CI/CD security

Through the 2010s, application security focused on the running app: input validation, auth, crypto, SQL injection. CI/CD pipelines were dev infrastructure — out of scope for security teams.

Then a few things changed. (1) Pipelines started touching production directly — Continuous Deployment makes the pipeline the production-pushing surface. (2) Supply-chain attacks (SolarWinds, ua-parser-js, event-stream, codecov, several others) showed pipelines as a primary attacker target. (3) GitHub Actions usage exploded — millions of public workflows, many copy-pasted insecure patterns.

By 2022 'CI/CD security' had its own terminology, separate from AppSec, separate from infra security. Today it's its own discipline with dedicated tooling.

Workflow YAML — the most-attacked surface. Misconfigured triggers (pull_request_target + checkout fork code), missing permissions, unpinned action versions, untrusted input in run blocks, self-hosted runner abuse on public repos.

Dockerfile — base image trust (`:latest` tag), apt-get install bloat, ADD instead of COPY, curl-pipe-sh installation, running as root.

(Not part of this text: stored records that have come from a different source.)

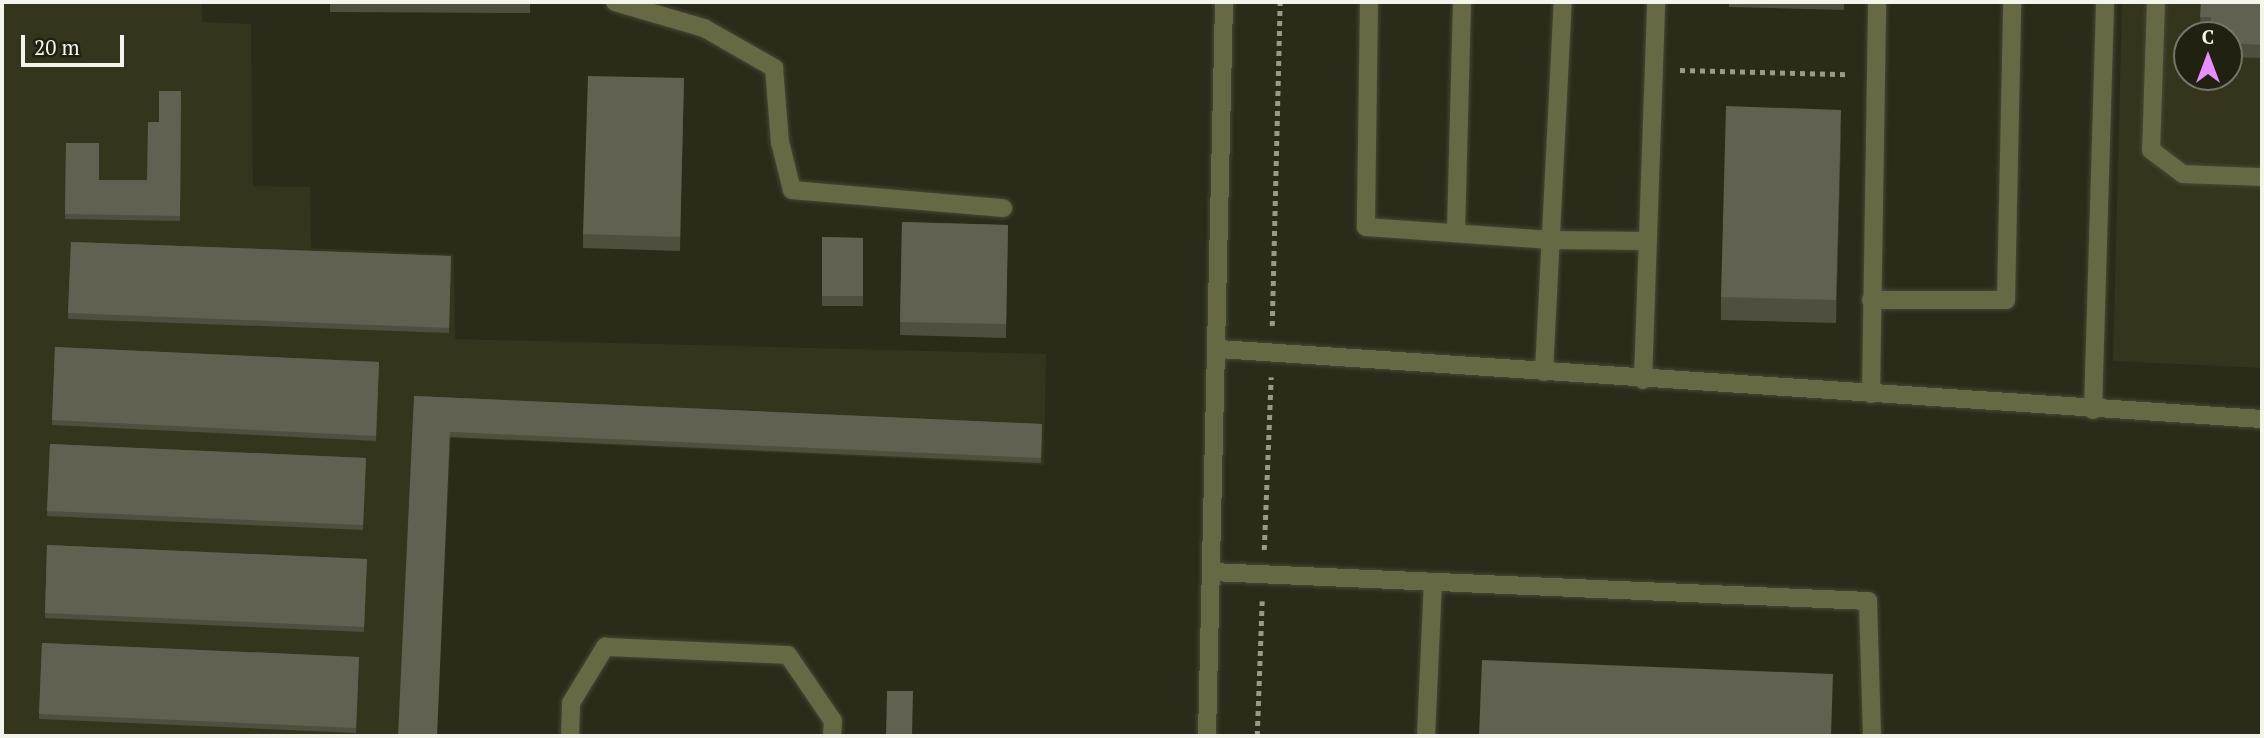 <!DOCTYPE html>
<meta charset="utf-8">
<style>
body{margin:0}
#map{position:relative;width:2264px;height:738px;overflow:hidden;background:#2a2b19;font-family:"PT Serif",serif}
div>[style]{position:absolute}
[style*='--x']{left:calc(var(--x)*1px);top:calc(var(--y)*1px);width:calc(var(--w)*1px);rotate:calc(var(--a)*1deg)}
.built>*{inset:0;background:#35351d}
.path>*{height:4.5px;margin-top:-2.25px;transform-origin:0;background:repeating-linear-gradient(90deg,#999a8c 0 5px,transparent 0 10px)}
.roads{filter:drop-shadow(0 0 2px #464736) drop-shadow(0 0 2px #464736)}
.minor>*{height:18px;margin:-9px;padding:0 9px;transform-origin:9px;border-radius:9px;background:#676945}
.wall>*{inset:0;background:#4e4f3e}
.shaded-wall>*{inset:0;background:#383927}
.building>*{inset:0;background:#606150}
span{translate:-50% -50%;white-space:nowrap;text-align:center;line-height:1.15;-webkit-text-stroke:5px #202110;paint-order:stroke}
.frame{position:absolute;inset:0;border:4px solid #f4f5ea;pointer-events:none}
.north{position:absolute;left:2173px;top:21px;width:70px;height:70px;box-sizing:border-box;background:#202110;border:2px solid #757667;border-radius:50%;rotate:0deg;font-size:19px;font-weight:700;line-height:28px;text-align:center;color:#f4f5ea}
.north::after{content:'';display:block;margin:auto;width:24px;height:32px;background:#e98efe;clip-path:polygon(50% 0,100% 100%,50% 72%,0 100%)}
.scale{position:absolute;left:21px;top:35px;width:103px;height:32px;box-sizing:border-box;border:4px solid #f4f5ea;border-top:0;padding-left:9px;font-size:21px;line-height:24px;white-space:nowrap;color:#f4f5ea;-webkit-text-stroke:5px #202110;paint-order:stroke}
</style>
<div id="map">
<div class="built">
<i style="clip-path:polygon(2px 2px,202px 2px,202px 22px,251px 24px,253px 186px,310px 187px,311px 248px,454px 254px,455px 339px,1046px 354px,1044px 465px,451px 438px,437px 736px,2px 736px)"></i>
<i style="clip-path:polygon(evenodd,2122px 2px,2262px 2px,2262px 368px,2113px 361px,2122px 2px,2187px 35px,2229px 35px,2229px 77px,2187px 77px,2187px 35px)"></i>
</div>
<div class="path">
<i style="--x:1680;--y:70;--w:169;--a:1.4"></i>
<i style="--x:1272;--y:326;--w:324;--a:-88.6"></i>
<i style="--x:1264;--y:550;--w:173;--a:-87.7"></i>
<i style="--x:1257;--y:736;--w:135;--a:-87.9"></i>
</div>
<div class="roads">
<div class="minor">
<i style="--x:615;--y:2;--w:93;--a:16.3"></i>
<i style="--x:704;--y:28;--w:81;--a:29.7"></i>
<i style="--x:774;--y:68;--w:74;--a:85.4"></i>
<i style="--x:780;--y:142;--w:49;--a:76"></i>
<i style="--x:792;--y:190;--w:212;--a:4.9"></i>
<i style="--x:1369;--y:2;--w:225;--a:90.8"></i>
<i style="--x:1366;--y:227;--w:185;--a:4"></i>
<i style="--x:1551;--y:240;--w:97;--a:0.6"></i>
<i style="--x:2156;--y:2;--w:148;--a:91.9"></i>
<i style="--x:2151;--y:150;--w:40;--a:37"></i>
<i style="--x:2183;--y:174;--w:79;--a:2.2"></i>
<i style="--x:1456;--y:231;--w:229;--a:-88.5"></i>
<i style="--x:1871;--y:300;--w:135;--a:0"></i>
<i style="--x:2006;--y:300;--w:298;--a:-88.8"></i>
<i style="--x:1219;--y:349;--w:1045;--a:3.84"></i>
<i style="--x:1544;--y:372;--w:370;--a:-87.1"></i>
<i style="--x:1643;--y:380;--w:378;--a:-88"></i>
<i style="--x:1871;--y:394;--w:392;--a:-89.1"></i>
<i style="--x:2093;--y:410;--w:408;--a:-88.3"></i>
<i style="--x:1212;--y:572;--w:657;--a:2.53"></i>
<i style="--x:1868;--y:601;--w:135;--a:88.3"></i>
<i style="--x:570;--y:736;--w:33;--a:-88"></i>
<i style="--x:571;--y:703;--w:66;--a:-58.7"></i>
<i style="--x:605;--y:647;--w:183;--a:2.5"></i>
<i style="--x:788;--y:655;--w:80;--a:55.7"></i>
<i style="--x:833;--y:721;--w:15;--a:94"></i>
<i style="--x:1207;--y:736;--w:734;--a:-88.67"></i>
<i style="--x:1426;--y:736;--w:153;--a:-87.4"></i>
</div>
</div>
<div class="wall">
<i style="clip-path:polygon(330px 2px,530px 2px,530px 13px,330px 12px)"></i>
<i style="clip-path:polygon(1729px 2px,1844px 2px,1844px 10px,1729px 7px)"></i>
<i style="clip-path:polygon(2201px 2px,2262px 2px,2262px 58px,2233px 57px,2233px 48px,2229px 48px,2229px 35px,2211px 35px,2211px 31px,2200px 31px)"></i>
<i style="clip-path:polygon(684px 78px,680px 251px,583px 248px,583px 234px)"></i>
<i style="clip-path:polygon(181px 91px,180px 221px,65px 219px,66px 143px,99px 180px,147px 180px,159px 122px)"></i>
<i style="clip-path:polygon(1841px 133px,1836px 323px,1721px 320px,1721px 297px)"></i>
<i style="clip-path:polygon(902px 222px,1008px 225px,1006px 338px,900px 335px)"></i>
<i style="clip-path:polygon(822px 237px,863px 238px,863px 306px,822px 306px)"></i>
<i style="clip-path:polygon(71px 242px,451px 256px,449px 333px,68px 319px)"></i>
<i style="clip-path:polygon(55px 347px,379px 362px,376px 441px,52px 425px)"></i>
<i style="clip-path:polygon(414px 396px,1042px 424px,1041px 463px,450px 437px)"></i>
<i style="clip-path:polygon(50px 444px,366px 458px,363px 530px,47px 516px)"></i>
<i style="clip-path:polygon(47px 545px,367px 559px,364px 632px,45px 618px)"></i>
<i style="clip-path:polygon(42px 643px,359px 657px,356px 733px,39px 719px)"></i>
</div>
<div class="shaded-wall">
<i style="clip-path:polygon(1841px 110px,1841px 133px,1836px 323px,1836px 300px)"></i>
</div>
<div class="building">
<i style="clip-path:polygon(2201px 2px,2262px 2px,2262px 45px,2233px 43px,2233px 34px,2211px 33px,2211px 17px,2200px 17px)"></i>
<i style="clip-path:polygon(588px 76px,684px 78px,680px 237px,583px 234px)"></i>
<i style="clip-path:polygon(159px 91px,181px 91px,180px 216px,65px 214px,66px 143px,99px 143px,99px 180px,147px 180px,148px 122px,159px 122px)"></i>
<i style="clip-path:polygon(1726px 106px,1841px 110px,1836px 300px,1721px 297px)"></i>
<i style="clip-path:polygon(902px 222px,1008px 225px,1006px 324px,900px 322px)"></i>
<i style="clip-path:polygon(822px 237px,863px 238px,863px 296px,822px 296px)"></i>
<i style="clip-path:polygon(71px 242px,451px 256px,449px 328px,68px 313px)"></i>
<i style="clip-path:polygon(55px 347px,379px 362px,376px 436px,52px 420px)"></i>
<i style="clip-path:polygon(414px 396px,1042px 424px,1041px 458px,450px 432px,437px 736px,398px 736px)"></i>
<i style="clip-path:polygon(50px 444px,366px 458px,363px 525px,47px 511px)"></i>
<i style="clip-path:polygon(47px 545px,367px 559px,364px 627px,45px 613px)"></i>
<i style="clip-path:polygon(42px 643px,359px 657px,356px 728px,39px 714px)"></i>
<i style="clip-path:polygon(1482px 660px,1833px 674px,1831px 736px,1479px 736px)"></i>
<i style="clip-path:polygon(887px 691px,913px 691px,912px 736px,886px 736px)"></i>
</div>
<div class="frame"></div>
<div class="north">С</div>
<div class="scale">20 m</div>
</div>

IaC configs (Terraform, K8s manifests, CloudFormation) — public S3 buckets, security groups open to 0.0.0.0/0 on sensitive ports, K8s pods without resource limits, hardcoded credentials in environment blocks.

Dependency management — lockfile drift, unpinned packages, dependency confusion (registries that auto-promote internal package names).

Secrets handling — env vars echoed to logs, base64-encoded secrets bypassing GitHub's masking, secrets in commit history.

AppSec tools scan source code at build time. CI/CD security tools have to scan the build infrastructure itself — workflow YAML, Dockerfiles, IaC — which sit alongside source but aren't compiled into the running app.

Many AppSec tools added 'CI/CD scanning' as a feature but their core engines (CodeQL, Semgrep, etc.) were designed for application code. The patterns that matter in CI/CD are different — they're about configuration, trust boundaries, and pipeline structure, not application logic.

Specialist CI/CD security tools emerged (Cycode, Legit, Apiiro, Spectral, and LGTM Security) precisely because the patterns to detect are different enough that retrofitting AppSec tools didn't work well.

CI/CD security tooling generally enforces at three points:

(1) Inline PR review. When a PR modifies workflow / Docker / IaC files, scan the diff and comment on findings. Same UX as code review.

(2) Merge-block Check Run. GitHub branch protection respects checks; a failing security check refuses the merge until resolved.

(3) Runtime watchdog. A GitHub Action installed on default branch that runs on every push (including direct commits and force pushes that bypass PR review), scans for the same patterns, and either alerts or auto-creates a revert PR.

All three together provide defense in depth. Single-gate tools miss attacks that arrive via non-PR paths (admin push, force push from collaborator with elevated permissions).

OWASP CI/CD Top 10 — the closest thing to a canonical risk list. Covers CICD-SEC-01 (Insufficient Flow Control) through CICD-SEC-10 (Insufficient Logging & Visibility). LGTM Security maps several detectors to specific OWASP items.

NIST Secure Software Development Framework (SSDF) — broader framework covering pipeline security as part of secure dev. PS.1.1 (secret detection) and PO.5.1 (audit log retention) are the relevant items.

OSSF Scorecard — open-source project security scorecard. Includes Pinned-Dependencies, Token-Permissions, and Dangerous-Workflow checks that overlap with LGTM Security's detector set.

For India-specific compliance, DPDP Act 2023's reasonable-security-practices (§24) is the relevant statute. CI/CD security with an audit log helps demonstrate compliance.